Considered a 'holy grail' of solid-state physics, metallic hydrogen has proved too elusive to create, resulting in failed attempts throughout the past 80 years by various researchers. But the element has extreme value in its applications for conducting energy at a highly efficient rate, spurring many to attempt to create the alluring substance, which requires extremely low temperatures and high rates of pressure to form.

While researchers at Harvard thought they had cracked the code in January, it seems the path forward has been stalled, at least temporarily.

"Basically, it's disappeared," Isaac Silvera, the team’s leader who has worked to uncover metallic hydrogen for decades, told ScienceAlert last week. "It's either someplace at room pressure, very small, or it just turned back into a gas. We don't know."

Dr. Silvera says the sample vanished on Feb. 11, as researchers prepared to pack it up and transport it to the Argonne National Laboratory in Chicago for further testing. At just 0.0015 millimeters thick and 0.01 millimeters in diameter, the hydrogen was thinner than a strand of hair, stored at extremely lower temperatures and at high pressure between two diamonds.

But when pressure caused the diamonds to break, researchers say they lost sight of the sample.

When Silvera’s team announced the discovery last month, it drew wide attention and acclaim. The discovery held revolutionary applications, such as creating ideal electrical wires or rocket fuel.

“This is the Holy Grail of high-pressure physics,” Silvera said in a statement released by Harvard at the time. “It’s the first-ever sample of metallic hydrogen on Earth, so when you’re looking at it, you’re looking at something that’s never existed before.”
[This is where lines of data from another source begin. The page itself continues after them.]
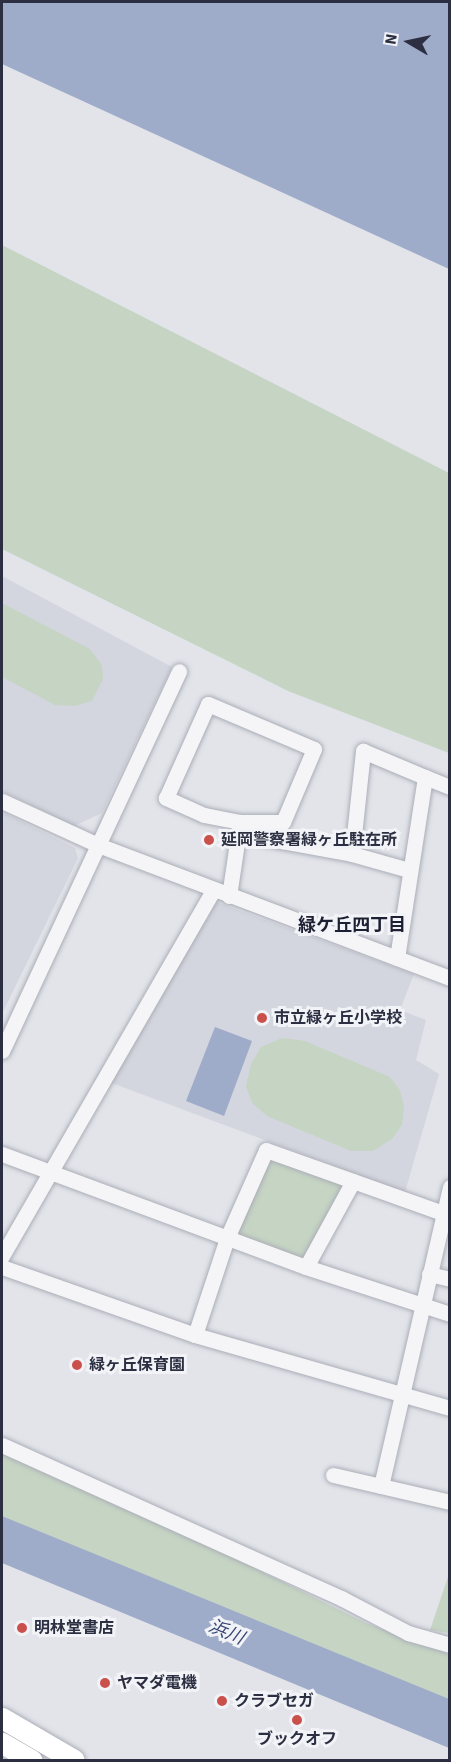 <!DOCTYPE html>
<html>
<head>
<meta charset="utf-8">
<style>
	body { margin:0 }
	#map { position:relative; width:451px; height:1762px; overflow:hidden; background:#e2e4ea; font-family:"Source Sans 3","Noto Sans JP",sans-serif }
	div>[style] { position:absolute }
	.built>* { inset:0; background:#d4d6df }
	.green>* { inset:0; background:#c5d4c3 }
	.water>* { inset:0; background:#9eabc9 }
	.roads { filter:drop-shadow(0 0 2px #abaeb7) drop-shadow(0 0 2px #abaeb7) }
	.minor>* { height:15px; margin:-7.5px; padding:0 7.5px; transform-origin:7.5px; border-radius:7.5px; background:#f5f5f8 }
	.highway>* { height:21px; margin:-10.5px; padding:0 10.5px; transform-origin:10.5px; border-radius:10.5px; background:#fff }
	.dots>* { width:16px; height:16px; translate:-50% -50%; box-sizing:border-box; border:3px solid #f2f3f7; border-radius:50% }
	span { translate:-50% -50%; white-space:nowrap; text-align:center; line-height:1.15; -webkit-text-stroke:6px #f2f3f7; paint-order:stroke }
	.poi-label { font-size:16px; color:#2b2f41; font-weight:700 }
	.left { translate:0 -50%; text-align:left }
	.neighbourhood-label { font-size:18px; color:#1d2032; font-weight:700 }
	.water-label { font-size:18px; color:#364674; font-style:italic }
	.frame { position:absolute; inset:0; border:3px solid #2b2f41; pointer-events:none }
	.north { position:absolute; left:379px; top:12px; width:60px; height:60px; -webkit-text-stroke:4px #f2f3f7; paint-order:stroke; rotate:279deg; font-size:16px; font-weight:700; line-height:24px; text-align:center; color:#2b2f41 }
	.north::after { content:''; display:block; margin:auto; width:21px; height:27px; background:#2b2f41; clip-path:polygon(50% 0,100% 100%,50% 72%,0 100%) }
</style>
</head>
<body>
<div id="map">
	<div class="built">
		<div style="clip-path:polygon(2px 576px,172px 667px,102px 813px,74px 826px,2px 791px)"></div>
		<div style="clip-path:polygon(2px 812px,75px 848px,78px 858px,2px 1014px)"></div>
		<div style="clip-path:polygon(213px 901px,414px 974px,400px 1010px,426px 1020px,416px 1060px,439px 1074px,405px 1192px,109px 1082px)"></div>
	</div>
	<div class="green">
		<div style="clip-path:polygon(2px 245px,449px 473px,449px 753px,288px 691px,2px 549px)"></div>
		<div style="clip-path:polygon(2px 603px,90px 649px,102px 665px,103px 679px,92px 701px,74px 706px,55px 705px,2px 677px)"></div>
		<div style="clip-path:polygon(282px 1038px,305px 1041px,390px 1077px,400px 1090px,404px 1107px,402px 1125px,392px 1139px,373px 1151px,351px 1151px,267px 1116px,253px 1104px,246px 1087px,251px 1064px,261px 1047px)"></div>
		<div style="clip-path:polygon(269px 1158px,346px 1186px,305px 1262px,234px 1236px)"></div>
		<div style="clip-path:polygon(2px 1454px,230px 1556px,366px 1623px,449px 1654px,449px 1703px,2px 1516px)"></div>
		<div style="clip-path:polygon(449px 1574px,449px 1633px,430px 1630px)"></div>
	</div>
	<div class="water">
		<div style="clip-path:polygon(2px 2px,449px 2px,449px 269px,2px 64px)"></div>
		<div style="clip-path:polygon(215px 1027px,252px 1041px,224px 1116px,186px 1101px)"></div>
		<div style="clip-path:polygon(2px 1516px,449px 1699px,449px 1748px,2px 1563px)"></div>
	</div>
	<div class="roads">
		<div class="minor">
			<div style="left:2px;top:801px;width:106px;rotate:24.6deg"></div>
			<div style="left:98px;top:845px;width:376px;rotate:20.7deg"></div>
			<div style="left:238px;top:833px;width:116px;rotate:10.4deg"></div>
			<div style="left:352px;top:854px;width:59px;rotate:15.7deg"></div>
			<div style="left:352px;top:854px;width:104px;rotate:-83.9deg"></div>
			<div style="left:363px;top:751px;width:67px;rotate:22.8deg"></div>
			<div style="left:229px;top:896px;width:75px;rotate:-81.5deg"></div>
			<div style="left:240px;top:822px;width:37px;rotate:-169deg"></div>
			<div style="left:204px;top:815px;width:42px;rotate:-155.9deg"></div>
			<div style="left:166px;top:798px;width:103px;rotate:-65.9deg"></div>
			<div style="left:208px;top:704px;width:115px;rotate:23deg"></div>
			<div style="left:314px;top:749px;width:79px;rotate:113deg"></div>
			<div style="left:283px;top:822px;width:43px;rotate:180deg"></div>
			<div style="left:397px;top:958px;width:183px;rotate:-81.2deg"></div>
			<div style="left:425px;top:777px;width:27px;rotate:22deg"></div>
			<div style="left:2px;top:1051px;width:419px;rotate:-65deg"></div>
			<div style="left:2px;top:1154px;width:324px;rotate:20.4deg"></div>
			<div style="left:306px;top:1267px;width:151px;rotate:18.1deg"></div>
			<div style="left:2px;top:1256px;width:422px;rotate:-60deg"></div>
			<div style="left:2px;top:1267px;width:205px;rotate:19.4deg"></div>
			<div style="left:195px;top:1335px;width:265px;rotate:16deg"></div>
			<div style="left:306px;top:1267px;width:98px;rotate:-61.3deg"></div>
			<div style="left:429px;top:1274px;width:22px;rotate:13deg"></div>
			<div style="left:195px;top:1335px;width:102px;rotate:-71.7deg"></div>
			<div style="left:227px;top:1238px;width:96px;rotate:-66.1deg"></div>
			<div style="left:266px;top:1150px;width:188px;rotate:19.6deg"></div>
			<div style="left:2px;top:1445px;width:372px;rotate:24.3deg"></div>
			<div style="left:341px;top:1598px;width:76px;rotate:27.6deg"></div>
			<div style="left:408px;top:1633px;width:44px;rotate:15.9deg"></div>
			<div style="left:333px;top:1475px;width:120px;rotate:13deg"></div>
			<div style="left:381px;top:1486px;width:307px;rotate:-77deg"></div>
		</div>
		<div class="highway">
			<div style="left:2px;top:1718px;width:83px;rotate:30.3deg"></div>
			<div style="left:2px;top:1743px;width:34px;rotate:30deg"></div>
		</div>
	</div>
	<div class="dots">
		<div style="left:209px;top:840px;background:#ca504c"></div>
		<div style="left:262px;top:1018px;background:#ca504c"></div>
		<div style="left:77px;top:1365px;background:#ca504c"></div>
		<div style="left:22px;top:1628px;background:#ca504c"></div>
		<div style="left:105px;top:1683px;background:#ca504c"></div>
		<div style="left:222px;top:1701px;background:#ca504c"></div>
		<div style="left:297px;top:1720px;background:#ca504c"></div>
	</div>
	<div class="poi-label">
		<span class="left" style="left:221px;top:840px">延岡警察署緑ヶ丘駐在所</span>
		<span class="left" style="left:274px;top:1018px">市立緑ヶ丘小学校</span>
		<span class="left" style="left:89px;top:1365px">緑ヶ丘保育園</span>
		<span class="left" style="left:34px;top:1628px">明林堂書店</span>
		<span class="left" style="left:117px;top:1683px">ヤマダ電機</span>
		<span class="left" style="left:234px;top:1701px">クラブセガ</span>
		<span style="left:297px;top:1739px">ブックオフ</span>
	</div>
	<div class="neighbourhood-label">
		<span style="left:352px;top:926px">緑ケ丘四丁目</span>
	</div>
	<div class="water-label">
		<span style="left:226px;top:1633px;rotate:23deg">浜川</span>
	</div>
	<div class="frame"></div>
	<div class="north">N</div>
</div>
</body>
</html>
But the discovery was also met with skepticism by other researchers who took issue with the lack of testing conducted on the material. Without sufficient evidence, many scientists refused to take the study’s findings at face value.

One glaring issue, some say, is that Silvera’s team noted that they observed a shiny material in the cell, but did not track whether hydrogen was present in the sample the entire time.

“Maybe they had something in the first place,” Alexander Goncharov, a staff scientist at the Carnegie Institute for Science in Washington, D.C., told Gizmodo, “but it wasn’t metallic hydrogen.”

Despite the criticism, Silvera remains confident that his team can replicate the results in future experiments.

“This disappearance doesn't say anything about the validity of the sample. Anyone who does high pressure works knows that you have failures like this. The important thing is the measurements that we made of the reflectance, and those are solid,” he told ScienceAlert. “So it's not a setback, it's just a disappointment that we were unable to make more measurements on the sample.”